Cover image of the review
The Killing, 6-Pack, 2022. Mixed textiles and synthetic fibres.Image courtesy of RMIT Gallery. Photo: Tobias Titz

Agent Bodies


30 Jul 2022
RMIT Gallery 6 Apr - 14 Aug 2022

Curated by Mikala Dwyer and Drew Pettifer, Agent Bodies at RMIT Gallery seeks “to enable a better understanding of what a body is”. We “live inside our bodies every day”, the catalogue says, but “how often do we stop to consider how entwined they are with our identity and our world?” Considering the breadth of the practices represented, the answer it seems is very often. However, something far more subtle and pertinent emerges in the meeting of works in Agent Bodies—a revelation of the ambivalence of discourse regarding illness and otherness and its symbolic life.

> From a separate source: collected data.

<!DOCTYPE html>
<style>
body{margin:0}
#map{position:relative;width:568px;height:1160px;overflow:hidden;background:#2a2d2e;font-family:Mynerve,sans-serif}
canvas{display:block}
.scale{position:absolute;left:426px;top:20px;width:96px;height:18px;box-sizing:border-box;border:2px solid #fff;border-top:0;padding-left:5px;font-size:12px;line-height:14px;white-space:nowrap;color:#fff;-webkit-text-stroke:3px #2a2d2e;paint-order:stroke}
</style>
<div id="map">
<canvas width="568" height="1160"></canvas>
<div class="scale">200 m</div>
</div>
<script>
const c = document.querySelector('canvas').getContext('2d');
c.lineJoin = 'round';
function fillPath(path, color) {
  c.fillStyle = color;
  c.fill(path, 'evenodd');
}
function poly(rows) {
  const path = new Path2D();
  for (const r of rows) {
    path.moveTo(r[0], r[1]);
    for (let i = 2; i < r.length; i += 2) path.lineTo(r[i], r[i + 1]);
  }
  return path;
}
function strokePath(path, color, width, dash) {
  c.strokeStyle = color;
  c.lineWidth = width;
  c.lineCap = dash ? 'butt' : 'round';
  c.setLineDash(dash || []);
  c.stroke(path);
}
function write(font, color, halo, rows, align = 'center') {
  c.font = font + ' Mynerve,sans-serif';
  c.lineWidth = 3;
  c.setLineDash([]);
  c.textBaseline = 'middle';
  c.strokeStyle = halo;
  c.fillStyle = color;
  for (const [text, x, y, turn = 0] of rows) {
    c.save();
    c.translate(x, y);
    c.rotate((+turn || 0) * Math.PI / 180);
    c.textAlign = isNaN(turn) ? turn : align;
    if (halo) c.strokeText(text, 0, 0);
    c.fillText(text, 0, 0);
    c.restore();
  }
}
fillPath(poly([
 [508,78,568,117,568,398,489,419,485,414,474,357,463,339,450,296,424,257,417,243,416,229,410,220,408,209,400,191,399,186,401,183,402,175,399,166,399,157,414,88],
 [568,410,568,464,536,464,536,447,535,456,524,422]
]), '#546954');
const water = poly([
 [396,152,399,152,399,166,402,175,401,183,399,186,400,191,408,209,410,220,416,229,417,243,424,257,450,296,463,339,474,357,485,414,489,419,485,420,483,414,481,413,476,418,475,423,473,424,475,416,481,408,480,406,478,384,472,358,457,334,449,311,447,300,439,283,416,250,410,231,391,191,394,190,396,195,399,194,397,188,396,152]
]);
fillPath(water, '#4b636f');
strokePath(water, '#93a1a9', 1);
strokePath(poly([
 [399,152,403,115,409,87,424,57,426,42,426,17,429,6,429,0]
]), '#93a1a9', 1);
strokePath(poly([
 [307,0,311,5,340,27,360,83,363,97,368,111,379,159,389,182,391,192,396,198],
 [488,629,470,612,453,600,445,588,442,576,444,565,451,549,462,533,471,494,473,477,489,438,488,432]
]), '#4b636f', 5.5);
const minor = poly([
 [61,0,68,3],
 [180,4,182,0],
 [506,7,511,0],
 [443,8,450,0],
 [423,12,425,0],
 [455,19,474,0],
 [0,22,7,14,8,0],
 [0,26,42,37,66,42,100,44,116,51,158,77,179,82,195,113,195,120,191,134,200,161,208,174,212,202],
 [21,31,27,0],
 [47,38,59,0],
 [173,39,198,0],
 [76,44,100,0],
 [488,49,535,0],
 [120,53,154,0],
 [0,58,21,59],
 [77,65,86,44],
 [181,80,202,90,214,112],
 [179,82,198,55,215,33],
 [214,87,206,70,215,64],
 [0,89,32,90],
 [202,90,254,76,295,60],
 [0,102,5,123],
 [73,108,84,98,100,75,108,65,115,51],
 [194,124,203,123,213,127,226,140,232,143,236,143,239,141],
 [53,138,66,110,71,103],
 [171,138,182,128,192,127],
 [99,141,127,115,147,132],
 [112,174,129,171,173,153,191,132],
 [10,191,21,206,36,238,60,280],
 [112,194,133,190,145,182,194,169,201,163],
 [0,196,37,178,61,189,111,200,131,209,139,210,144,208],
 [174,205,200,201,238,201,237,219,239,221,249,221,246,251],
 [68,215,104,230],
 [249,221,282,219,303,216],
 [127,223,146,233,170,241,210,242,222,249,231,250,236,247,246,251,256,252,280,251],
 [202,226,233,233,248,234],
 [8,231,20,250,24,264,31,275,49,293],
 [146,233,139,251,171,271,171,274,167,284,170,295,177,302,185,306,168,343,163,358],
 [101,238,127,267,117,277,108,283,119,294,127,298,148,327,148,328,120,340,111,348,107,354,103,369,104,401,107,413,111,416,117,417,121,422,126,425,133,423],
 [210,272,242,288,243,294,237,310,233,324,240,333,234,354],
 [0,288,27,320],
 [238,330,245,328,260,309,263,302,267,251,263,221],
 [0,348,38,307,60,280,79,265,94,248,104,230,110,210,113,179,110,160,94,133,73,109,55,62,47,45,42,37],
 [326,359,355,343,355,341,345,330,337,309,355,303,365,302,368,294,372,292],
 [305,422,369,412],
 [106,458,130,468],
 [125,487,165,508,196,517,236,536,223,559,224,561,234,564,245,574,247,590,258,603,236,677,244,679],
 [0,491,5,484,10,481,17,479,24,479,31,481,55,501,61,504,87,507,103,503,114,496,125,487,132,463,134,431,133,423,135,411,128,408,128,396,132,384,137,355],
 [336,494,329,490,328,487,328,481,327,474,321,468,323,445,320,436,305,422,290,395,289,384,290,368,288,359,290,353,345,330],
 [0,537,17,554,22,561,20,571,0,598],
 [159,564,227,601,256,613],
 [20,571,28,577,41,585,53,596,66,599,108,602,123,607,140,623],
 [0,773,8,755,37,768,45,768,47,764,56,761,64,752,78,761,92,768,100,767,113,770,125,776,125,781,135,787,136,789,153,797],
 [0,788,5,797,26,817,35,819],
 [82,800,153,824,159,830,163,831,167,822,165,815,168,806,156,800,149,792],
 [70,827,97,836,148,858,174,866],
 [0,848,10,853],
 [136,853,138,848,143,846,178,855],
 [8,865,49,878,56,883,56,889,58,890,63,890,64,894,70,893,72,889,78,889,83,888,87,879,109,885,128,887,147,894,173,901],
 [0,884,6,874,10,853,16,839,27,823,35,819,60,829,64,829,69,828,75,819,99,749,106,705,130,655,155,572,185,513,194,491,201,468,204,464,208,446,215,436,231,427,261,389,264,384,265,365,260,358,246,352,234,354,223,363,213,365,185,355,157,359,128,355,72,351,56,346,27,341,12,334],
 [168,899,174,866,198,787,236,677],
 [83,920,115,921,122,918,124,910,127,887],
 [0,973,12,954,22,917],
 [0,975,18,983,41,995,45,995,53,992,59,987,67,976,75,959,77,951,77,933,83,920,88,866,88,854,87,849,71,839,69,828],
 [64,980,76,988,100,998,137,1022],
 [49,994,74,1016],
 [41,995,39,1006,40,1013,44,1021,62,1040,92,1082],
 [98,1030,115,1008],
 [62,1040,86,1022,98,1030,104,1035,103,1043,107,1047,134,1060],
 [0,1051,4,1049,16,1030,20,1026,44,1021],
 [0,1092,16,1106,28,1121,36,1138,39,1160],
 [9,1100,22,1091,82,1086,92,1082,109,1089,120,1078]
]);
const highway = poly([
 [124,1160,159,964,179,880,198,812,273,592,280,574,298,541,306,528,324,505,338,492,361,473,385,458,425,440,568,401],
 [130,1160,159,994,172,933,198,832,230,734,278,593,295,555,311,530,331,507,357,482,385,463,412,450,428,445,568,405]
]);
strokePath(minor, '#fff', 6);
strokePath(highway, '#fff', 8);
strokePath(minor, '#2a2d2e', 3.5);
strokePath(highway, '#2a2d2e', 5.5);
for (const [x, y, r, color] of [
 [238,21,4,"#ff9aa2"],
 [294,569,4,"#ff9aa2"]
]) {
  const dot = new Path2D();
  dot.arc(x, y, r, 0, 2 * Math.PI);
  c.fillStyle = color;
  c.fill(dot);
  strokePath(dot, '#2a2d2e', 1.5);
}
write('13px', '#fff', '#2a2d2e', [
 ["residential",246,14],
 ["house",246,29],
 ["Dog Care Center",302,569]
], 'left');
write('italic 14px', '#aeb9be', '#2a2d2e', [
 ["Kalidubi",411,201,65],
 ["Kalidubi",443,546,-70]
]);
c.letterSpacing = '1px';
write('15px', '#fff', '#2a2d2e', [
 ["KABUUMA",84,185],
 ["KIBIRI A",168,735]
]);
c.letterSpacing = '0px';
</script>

Lucian Freud, Portrait of Leigh Bowery, c. 1992. Etching. Image courtesy of the artist. Photo: Tobias Titz

Scattered around the exhibition spaces are large plush toys by artist collective The Killing. With their malformed limbs, elongated appendages and exaggerated expressions, the plushies are cutsey but chaotic. They resemble 3D realisations of the menacing humanoid figures of Jean Dubuffet or cartoon characters from Adventure Time (2010). On my visit, a giant plushie resembling a humanoid bull, donning a torn checked apron, is lying supine on the gallery floor. The plushie resembles a child, with its stubby limbs, large head and cartoon eyes. A lone wooden chair sits by its side. To my mind, these cues conjure ominous associations with the childhood bedroom and abuse. The chair is, however, part of a separate artwork by Sam Petersen. As an artist who uses a wheelchair, Petersen is interested in the everyday spaces we occupy and the way we share them. In Just Sit (2022) Petersen invites gallery visitors to sit on a chair fitted with a plasticine seat. Sitters leave their individual butt print, contributing to a changing form as a collaborative act of sitting and shaping.